Manufacturing costs were up $442 million, most of which was related to higher material and freight costs.
We expected material costs would be up and they were.
Machinery and engines, SG&A and R&D costs were up $158 million from the third quarter last year.
As a percent of sales, SG&A costs were actually 2/10ths of a percent lower and R&D costs were 3/10ths of a percent higher.
The increase in costs in R&D were primarily related to work on tier four products.
While SG&A and R&D costs were up in dollars from the third quarter of last year, sequentially spending was about flat with the second quarter.
Financial products operating income was down $34 million and currency impacts on operating income were negative $65 million, but were more than offset by currency exchange gains in the other income line below operating profit.
One last comment on the third quarter, as has been the pattern for really the entire year, our sales growth has largely come outside of North America.
In the third quarter, sales and revenues in North America were up just 3% compared with Asia Pacific at 38%, Latin America at 32%, and EAME, that's Europe Africa Middle East at 11%.
In sales and revenues in North America were just a little under 40% in total.
Okay.
That's a quick summary of the quarter.
Let me move onto the full year outlook.
We expect sales and revenues, again, to be over $50 billion in 2008 and profit per share to be about $6 and that's unchanged for 2008.
And that's unchanged for 2008.
We have three quarters behind us which means that essentially we are expecting fourth quarters profits to be about $1.43 or at a level close to what we reported in the third quarter.
As you look forward remember, we continue have a strong order board.
Dealer sales to end users actually improved in September and for many products particularly large machines, large reciprocating engines and turbines, demand is still high and we are producing as much as we can.
One more point, we will be consolidating Cat Japan sales and operating profits beginning in the fourth quarter.
That will be positive for sales but will be roughly neutral to profits.

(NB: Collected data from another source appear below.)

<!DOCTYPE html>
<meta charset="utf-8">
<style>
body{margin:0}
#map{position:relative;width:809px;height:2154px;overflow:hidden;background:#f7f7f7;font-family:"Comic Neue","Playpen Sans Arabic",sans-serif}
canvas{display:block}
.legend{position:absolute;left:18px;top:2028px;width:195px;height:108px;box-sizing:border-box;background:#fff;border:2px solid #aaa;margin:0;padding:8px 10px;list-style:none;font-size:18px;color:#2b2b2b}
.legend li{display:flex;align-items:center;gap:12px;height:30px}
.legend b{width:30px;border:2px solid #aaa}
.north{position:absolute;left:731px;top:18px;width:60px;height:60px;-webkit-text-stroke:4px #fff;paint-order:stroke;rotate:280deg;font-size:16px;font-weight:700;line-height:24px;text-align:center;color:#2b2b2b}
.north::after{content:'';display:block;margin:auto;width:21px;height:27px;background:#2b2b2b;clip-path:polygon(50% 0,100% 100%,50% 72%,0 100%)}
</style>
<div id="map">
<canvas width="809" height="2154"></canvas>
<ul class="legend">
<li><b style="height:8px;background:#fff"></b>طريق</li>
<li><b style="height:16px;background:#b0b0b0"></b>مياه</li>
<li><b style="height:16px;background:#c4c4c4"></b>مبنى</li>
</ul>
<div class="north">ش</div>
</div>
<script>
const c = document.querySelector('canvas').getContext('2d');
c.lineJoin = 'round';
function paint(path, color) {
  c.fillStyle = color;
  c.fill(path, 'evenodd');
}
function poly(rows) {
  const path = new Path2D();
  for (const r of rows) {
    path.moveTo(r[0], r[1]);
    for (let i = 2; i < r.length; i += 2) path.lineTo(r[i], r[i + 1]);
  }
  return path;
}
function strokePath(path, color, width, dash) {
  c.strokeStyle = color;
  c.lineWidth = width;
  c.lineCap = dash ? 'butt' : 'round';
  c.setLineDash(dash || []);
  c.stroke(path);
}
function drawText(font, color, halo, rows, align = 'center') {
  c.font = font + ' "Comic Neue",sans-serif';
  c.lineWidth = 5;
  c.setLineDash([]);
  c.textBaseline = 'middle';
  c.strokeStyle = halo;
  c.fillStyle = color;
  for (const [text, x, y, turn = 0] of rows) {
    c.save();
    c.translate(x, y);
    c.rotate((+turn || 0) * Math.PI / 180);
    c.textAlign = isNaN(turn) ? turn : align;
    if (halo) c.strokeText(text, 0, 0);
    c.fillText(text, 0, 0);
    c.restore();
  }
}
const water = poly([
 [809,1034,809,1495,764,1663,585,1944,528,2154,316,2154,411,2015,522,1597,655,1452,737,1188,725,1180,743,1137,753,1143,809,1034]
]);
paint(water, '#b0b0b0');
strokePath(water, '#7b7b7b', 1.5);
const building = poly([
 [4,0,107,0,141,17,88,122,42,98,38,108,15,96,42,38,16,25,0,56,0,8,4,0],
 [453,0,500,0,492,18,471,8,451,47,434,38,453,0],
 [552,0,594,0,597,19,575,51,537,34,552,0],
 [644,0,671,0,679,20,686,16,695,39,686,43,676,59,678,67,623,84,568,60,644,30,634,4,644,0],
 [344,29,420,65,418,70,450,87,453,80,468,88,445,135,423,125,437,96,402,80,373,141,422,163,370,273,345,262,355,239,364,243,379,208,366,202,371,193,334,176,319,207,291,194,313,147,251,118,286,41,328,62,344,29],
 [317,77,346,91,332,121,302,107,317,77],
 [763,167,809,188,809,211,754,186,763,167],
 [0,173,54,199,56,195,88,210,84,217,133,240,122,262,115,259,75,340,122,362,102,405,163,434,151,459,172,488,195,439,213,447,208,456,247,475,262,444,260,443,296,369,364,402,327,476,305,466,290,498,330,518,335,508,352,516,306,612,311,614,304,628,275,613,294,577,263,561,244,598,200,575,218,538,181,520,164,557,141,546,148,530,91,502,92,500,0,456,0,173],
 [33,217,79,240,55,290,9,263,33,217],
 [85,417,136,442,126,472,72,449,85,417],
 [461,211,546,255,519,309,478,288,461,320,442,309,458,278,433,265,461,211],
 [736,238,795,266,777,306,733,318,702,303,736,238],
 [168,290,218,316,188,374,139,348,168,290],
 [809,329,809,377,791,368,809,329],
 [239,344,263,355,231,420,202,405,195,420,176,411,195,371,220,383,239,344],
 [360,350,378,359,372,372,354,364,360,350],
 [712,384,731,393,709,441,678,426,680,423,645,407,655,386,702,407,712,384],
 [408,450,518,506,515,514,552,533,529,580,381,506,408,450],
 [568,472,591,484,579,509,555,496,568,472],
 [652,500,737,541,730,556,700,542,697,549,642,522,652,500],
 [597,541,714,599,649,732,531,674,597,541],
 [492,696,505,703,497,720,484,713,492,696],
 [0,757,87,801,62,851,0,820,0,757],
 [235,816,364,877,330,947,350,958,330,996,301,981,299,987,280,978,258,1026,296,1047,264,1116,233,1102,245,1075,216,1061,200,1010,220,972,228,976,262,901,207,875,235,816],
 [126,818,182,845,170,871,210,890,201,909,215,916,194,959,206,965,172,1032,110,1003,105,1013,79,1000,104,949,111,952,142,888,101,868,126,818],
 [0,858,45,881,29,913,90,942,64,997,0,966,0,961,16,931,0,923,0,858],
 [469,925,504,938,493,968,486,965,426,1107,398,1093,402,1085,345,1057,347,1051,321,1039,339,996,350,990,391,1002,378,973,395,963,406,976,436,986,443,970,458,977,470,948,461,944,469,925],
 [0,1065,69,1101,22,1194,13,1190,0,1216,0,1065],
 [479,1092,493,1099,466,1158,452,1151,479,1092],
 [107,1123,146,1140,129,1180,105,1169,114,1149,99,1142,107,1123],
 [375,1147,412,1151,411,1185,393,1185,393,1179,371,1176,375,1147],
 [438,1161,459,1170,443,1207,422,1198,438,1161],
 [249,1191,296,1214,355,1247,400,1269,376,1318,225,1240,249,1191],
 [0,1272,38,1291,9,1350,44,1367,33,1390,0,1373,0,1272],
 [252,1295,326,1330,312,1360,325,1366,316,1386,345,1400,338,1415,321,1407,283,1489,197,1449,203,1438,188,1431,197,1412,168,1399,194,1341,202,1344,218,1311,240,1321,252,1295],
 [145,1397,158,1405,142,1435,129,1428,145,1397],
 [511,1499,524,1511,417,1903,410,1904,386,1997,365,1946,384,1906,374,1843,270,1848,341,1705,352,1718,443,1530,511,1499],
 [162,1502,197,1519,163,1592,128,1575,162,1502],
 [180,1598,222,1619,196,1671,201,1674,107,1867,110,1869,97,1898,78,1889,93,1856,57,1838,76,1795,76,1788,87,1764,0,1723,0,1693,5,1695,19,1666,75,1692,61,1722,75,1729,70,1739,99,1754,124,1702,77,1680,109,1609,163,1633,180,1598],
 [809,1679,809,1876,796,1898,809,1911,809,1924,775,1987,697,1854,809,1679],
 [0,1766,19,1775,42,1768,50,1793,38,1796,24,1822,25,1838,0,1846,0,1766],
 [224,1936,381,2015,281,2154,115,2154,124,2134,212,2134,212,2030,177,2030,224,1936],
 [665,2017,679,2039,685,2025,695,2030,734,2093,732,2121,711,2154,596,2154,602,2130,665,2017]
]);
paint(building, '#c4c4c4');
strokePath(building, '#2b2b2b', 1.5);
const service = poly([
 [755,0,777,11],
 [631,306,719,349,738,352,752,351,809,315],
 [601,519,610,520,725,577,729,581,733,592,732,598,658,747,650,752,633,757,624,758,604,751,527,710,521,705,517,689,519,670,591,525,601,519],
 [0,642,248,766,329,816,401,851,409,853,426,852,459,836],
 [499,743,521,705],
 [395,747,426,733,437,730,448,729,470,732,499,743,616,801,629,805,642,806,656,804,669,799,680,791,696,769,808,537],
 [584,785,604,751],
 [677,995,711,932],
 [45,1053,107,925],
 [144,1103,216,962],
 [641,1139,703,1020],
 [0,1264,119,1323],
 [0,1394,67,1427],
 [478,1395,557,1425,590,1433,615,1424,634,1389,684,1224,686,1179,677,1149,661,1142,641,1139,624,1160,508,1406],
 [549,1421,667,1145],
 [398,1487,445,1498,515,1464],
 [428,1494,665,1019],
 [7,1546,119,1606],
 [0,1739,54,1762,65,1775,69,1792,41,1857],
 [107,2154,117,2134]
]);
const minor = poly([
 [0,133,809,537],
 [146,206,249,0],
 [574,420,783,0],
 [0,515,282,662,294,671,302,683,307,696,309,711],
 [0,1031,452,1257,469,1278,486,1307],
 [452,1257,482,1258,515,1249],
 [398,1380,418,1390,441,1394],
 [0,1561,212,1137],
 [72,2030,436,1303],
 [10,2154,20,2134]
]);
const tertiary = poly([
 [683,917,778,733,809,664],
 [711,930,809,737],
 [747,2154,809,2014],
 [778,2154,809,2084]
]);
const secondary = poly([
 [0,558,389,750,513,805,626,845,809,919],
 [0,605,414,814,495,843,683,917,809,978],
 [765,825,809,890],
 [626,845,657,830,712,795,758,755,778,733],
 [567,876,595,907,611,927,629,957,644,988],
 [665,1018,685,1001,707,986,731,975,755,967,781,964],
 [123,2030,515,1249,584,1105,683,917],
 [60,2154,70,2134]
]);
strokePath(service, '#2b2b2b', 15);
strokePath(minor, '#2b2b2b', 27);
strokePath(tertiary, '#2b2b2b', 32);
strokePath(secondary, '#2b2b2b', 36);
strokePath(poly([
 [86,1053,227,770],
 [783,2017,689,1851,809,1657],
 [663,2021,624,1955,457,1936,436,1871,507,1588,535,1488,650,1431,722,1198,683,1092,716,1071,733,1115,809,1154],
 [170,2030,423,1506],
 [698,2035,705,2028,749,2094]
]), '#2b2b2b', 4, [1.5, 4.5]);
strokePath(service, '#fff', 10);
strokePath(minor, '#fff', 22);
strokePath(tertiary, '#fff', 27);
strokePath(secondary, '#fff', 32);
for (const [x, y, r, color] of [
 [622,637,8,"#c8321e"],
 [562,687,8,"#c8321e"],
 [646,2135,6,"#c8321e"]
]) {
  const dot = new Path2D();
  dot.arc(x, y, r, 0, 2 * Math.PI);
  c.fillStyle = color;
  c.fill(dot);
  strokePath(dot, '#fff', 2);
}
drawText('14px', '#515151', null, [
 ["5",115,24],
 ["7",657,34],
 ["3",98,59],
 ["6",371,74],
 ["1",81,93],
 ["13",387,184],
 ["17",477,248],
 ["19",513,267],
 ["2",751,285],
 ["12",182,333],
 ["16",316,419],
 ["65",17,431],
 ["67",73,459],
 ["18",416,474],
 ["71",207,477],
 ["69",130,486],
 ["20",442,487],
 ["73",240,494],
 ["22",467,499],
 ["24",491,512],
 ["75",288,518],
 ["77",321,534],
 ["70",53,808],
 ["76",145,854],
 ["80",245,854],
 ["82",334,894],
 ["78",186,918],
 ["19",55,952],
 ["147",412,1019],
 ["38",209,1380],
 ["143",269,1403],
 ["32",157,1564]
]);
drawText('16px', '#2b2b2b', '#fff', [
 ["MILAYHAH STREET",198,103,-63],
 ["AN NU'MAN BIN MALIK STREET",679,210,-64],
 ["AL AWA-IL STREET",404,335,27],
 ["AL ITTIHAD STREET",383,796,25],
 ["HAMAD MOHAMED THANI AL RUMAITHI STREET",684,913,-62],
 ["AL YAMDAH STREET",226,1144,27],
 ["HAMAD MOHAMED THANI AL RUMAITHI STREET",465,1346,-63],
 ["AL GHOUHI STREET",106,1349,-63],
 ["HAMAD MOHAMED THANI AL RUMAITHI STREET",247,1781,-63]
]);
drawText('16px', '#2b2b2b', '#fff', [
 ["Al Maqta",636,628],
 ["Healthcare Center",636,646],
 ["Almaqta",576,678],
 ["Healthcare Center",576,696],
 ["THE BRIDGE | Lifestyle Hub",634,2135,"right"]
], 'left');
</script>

Remember Cat Japan was formerly known as SCM, or Shin Caterpillar Mitsubishi.
Okay.
That's the outlook for 2008.
But before I turn the floor over to Jim to talk about 2009 I will take a couple minutes to talk about liquidity and financial strength in these challenging times for financial markets.
The first point that I'd like to make is that throughout the past six weeks, really during the most severe disruption in credit markets, we have been in the commercial paper market.

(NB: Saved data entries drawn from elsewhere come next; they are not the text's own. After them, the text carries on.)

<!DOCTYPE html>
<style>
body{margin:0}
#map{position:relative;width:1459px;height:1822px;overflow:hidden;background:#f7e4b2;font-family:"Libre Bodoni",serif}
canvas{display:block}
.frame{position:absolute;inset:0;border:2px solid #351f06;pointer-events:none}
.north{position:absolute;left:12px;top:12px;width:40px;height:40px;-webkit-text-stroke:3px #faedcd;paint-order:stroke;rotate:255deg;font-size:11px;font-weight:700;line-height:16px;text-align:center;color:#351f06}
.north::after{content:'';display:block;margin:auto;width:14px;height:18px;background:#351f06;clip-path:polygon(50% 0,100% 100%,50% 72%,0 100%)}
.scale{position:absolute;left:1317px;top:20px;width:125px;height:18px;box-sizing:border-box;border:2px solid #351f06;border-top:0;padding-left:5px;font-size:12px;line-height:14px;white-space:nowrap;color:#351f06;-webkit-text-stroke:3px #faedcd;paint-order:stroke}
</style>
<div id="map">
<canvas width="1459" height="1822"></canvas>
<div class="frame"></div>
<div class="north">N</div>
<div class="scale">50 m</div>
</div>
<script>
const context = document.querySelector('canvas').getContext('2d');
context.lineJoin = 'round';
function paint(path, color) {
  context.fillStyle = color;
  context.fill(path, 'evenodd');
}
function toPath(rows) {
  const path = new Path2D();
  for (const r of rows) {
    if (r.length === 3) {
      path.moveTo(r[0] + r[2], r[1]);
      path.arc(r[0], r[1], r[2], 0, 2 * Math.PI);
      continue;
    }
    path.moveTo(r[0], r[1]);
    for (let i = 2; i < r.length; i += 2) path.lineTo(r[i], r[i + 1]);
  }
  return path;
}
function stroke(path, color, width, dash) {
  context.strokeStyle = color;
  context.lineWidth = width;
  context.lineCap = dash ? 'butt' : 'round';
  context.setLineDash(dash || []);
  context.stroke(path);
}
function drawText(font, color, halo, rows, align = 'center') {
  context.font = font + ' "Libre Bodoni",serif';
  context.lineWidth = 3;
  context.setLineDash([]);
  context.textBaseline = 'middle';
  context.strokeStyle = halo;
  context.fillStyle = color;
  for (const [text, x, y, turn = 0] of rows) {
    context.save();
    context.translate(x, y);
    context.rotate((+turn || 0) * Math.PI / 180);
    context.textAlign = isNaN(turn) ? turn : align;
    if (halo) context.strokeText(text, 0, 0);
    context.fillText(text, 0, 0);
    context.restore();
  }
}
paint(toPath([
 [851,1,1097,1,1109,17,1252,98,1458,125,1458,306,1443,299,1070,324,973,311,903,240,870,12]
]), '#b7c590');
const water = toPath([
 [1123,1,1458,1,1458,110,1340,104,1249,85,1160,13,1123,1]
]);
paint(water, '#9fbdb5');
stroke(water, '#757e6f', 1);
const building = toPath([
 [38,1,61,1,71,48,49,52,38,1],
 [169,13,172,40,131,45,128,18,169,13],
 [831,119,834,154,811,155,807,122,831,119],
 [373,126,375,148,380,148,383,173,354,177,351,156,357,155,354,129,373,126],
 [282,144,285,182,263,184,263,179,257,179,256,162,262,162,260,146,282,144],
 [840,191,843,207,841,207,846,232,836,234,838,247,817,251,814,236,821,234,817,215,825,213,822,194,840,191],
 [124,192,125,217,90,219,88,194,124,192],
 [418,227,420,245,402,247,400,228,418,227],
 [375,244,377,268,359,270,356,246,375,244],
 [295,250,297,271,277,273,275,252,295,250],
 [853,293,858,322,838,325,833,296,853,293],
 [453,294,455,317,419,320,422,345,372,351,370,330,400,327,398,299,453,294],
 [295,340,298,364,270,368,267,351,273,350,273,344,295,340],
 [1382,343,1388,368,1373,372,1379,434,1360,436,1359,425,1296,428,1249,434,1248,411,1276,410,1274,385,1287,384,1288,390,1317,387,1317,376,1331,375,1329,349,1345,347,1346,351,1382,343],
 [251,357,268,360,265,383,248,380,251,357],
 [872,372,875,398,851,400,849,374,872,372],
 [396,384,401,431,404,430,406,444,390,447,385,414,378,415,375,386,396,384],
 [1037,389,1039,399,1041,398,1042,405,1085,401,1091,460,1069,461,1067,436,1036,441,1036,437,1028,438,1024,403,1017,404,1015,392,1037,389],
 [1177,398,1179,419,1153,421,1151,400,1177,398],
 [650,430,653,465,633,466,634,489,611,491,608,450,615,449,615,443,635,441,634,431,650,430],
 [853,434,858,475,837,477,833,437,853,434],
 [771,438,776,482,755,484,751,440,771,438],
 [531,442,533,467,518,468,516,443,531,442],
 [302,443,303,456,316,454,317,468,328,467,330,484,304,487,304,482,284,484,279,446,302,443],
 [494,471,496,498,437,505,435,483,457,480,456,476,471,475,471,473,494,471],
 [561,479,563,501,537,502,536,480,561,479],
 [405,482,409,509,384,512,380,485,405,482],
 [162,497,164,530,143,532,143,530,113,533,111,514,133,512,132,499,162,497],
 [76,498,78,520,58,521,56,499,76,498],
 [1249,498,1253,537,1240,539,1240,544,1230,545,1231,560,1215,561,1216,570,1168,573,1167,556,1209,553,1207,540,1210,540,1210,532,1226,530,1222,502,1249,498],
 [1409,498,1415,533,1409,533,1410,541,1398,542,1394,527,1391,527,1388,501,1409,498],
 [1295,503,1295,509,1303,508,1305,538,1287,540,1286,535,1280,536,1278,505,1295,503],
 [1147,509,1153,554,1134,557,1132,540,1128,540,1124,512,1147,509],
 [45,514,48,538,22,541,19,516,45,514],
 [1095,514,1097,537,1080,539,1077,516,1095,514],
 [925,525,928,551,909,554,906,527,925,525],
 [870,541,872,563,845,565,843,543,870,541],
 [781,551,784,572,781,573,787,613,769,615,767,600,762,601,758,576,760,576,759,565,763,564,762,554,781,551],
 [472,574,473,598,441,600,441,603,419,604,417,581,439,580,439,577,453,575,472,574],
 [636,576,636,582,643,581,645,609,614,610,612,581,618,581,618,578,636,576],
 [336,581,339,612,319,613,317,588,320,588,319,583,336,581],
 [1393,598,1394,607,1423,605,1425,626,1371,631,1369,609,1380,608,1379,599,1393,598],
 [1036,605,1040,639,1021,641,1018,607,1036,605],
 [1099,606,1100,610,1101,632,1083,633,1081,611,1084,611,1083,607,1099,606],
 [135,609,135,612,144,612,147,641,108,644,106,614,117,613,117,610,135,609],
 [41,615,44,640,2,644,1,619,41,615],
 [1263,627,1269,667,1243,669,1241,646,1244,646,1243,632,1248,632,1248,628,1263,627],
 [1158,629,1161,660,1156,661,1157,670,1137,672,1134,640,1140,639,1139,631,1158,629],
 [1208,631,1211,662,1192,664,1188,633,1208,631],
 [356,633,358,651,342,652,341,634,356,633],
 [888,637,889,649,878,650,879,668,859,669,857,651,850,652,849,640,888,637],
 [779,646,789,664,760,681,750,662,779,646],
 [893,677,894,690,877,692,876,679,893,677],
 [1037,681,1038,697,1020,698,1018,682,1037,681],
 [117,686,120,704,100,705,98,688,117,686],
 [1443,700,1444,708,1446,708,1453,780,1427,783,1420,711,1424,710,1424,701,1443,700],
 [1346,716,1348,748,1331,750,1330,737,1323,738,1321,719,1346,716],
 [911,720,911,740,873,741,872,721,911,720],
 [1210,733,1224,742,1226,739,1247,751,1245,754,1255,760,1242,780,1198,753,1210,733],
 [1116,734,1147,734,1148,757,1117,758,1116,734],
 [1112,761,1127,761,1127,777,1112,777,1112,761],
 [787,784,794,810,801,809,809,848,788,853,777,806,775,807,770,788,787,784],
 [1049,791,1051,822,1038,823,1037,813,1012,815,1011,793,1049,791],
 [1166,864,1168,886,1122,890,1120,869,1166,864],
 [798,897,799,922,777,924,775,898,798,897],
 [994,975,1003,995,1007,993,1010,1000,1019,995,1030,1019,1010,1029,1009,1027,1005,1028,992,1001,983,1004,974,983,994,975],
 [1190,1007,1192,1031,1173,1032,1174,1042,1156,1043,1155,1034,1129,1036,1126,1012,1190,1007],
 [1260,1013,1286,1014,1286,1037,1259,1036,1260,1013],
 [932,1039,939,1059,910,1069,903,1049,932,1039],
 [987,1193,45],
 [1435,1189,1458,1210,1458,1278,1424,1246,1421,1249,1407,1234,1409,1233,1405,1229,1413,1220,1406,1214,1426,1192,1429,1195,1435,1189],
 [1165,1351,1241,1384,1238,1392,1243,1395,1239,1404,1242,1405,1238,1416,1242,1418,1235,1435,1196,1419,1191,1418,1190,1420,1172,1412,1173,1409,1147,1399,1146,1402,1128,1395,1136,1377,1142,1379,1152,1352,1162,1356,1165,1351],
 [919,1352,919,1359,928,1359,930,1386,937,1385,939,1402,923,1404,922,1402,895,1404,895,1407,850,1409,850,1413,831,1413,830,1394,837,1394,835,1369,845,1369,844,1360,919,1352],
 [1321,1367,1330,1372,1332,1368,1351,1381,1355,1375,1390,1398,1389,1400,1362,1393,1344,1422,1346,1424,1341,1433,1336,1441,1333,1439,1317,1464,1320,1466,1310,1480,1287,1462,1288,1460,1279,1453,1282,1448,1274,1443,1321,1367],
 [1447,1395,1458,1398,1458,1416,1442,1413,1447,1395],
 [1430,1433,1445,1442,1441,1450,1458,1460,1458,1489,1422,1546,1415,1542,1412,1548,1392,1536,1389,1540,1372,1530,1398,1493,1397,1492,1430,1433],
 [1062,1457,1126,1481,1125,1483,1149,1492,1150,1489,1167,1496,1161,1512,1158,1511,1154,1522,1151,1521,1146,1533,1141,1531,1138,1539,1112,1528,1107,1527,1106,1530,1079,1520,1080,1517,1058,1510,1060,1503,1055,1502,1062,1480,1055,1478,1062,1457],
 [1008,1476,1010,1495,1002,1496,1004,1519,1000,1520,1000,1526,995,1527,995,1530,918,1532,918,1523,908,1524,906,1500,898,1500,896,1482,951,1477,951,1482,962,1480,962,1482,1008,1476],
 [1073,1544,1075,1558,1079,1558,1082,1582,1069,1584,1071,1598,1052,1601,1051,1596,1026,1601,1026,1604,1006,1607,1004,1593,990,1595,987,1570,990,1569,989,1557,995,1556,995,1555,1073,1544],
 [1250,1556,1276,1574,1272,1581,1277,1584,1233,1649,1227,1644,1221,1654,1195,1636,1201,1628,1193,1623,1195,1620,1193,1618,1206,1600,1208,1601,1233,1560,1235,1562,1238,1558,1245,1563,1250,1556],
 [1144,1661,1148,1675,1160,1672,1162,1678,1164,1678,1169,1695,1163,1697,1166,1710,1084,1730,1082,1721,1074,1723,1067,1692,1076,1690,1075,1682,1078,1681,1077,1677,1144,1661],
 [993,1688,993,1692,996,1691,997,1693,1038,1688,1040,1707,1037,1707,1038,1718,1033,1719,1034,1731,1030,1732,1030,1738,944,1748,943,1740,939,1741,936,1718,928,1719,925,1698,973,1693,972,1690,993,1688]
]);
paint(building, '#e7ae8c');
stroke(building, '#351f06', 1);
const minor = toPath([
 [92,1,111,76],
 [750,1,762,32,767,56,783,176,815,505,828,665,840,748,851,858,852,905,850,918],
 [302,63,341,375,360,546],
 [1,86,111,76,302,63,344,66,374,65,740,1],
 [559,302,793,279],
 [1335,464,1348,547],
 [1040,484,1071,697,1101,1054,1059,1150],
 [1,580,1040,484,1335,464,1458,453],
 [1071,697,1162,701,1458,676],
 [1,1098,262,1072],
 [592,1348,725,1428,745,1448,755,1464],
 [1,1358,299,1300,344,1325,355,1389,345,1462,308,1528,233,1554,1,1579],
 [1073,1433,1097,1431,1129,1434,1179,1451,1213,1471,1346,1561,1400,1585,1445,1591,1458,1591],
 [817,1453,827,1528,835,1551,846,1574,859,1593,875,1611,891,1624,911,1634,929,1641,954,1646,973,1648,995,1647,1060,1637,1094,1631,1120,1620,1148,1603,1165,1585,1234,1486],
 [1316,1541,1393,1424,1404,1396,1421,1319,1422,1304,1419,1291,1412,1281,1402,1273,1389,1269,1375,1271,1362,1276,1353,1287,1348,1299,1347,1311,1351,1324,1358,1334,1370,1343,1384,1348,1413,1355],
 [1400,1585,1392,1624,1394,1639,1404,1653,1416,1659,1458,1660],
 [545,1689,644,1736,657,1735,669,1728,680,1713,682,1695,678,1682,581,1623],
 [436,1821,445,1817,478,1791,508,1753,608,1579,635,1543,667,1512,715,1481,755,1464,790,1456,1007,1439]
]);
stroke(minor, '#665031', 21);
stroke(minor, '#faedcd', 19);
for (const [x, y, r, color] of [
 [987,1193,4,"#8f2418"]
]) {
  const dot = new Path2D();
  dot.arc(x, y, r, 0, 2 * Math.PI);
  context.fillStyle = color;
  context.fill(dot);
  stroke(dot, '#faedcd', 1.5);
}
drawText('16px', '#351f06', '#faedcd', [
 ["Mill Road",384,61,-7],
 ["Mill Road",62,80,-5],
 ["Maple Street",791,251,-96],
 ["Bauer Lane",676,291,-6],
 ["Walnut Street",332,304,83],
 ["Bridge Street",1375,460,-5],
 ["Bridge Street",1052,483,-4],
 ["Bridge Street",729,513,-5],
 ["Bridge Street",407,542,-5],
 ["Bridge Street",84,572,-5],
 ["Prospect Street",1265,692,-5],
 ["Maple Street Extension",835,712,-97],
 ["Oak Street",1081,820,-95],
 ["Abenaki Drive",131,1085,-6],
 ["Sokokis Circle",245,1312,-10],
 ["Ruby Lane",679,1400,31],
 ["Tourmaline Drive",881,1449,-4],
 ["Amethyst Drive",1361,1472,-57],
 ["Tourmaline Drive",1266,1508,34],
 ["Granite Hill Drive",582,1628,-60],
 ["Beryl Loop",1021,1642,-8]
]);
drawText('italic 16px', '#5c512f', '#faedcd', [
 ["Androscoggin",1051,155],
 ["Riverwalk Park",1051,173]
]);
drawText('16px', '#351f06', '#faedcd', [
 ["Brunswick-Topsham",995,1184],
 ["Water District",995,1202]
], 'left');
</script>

We have issued five and 10 year notes and we have been able to fund our business in a reasonably normal fashion.
Our machinery and engines business is A rated with a debt to capital ratio in the middle of our target range of 35% to 45%, and we had a little more cash on hand at the end of the quarter than normal.
Cat financial is also in very good shape and has maintained access to commercial paper markets throughout the recent credit market disruption to fund its ongoing operations.
At the end of the quarter, Cat financial had $5 billion in commercial paper outstanding of which about 86% had maturities beyond a week.
In terms of cover for the commercial paper, Cat financial shares a $6.85 billion revolving credit facility with Cat Inc., with about $5.85 billion of that revolver allocated to Cat financial.
It is a 100% back up for their commercial paper.
In terms of the commercial bond markets, in September Cat financial successfully demonstrated access to term debt during a period of highly volatile market conditions.
So we originally targeted a size range of $500 million, but upsized it to $1.3 billion, given strong investor interest that totaled nearly $3 billion.
This happened on September 23rd and was the first investment grade transaction at that time in the bond market in nearly two weeks.
Credit spreads and all-in coupon rates for this five and 10 year fixed rate [MTN] were higher than historic levels and reflected the broader market conditions.
However, subsequent US corporate investment grade MTN issuances by other companies later in September and early October have had even wider credit spreads.
So in terms of funding, Cat financial has done pretty well.
They have access to commercial paper.
They have commercial paper backed up with bank lines and they have been able to issue bonds.
Let me give you an update on the quality of Cat financials assets, a topic I'm sure you are interested in.
At the end of the third quarter 30 day past dues were 3.64% and that's up from 2.52% a year ago and 3.35% at the end of the second quarter.
The increase in past dues really began with the downturn in the US housing market and has spread recently to Europe as global credit challenges continue.
Bad debt writeoffs net of recoveries were in $22 million in the third quarter of 2008, and that compares with $15 million for the third quarter a year ago.
And that increase has been driven by two things: economic conditions in North America and a 17% growth in Cat financial average retail portfolio.
They are a bigger company.
For the first nine months of 2008 bad debt writeoffs net of recoveries were $61 million and that compares with $41 million for the first nine months of 2007.
As a percentage of Cat financial retail portfolio we expect that bad debt writeoffs through the remainder of 2008 will continue to be higher than 2007, but at near historic averages.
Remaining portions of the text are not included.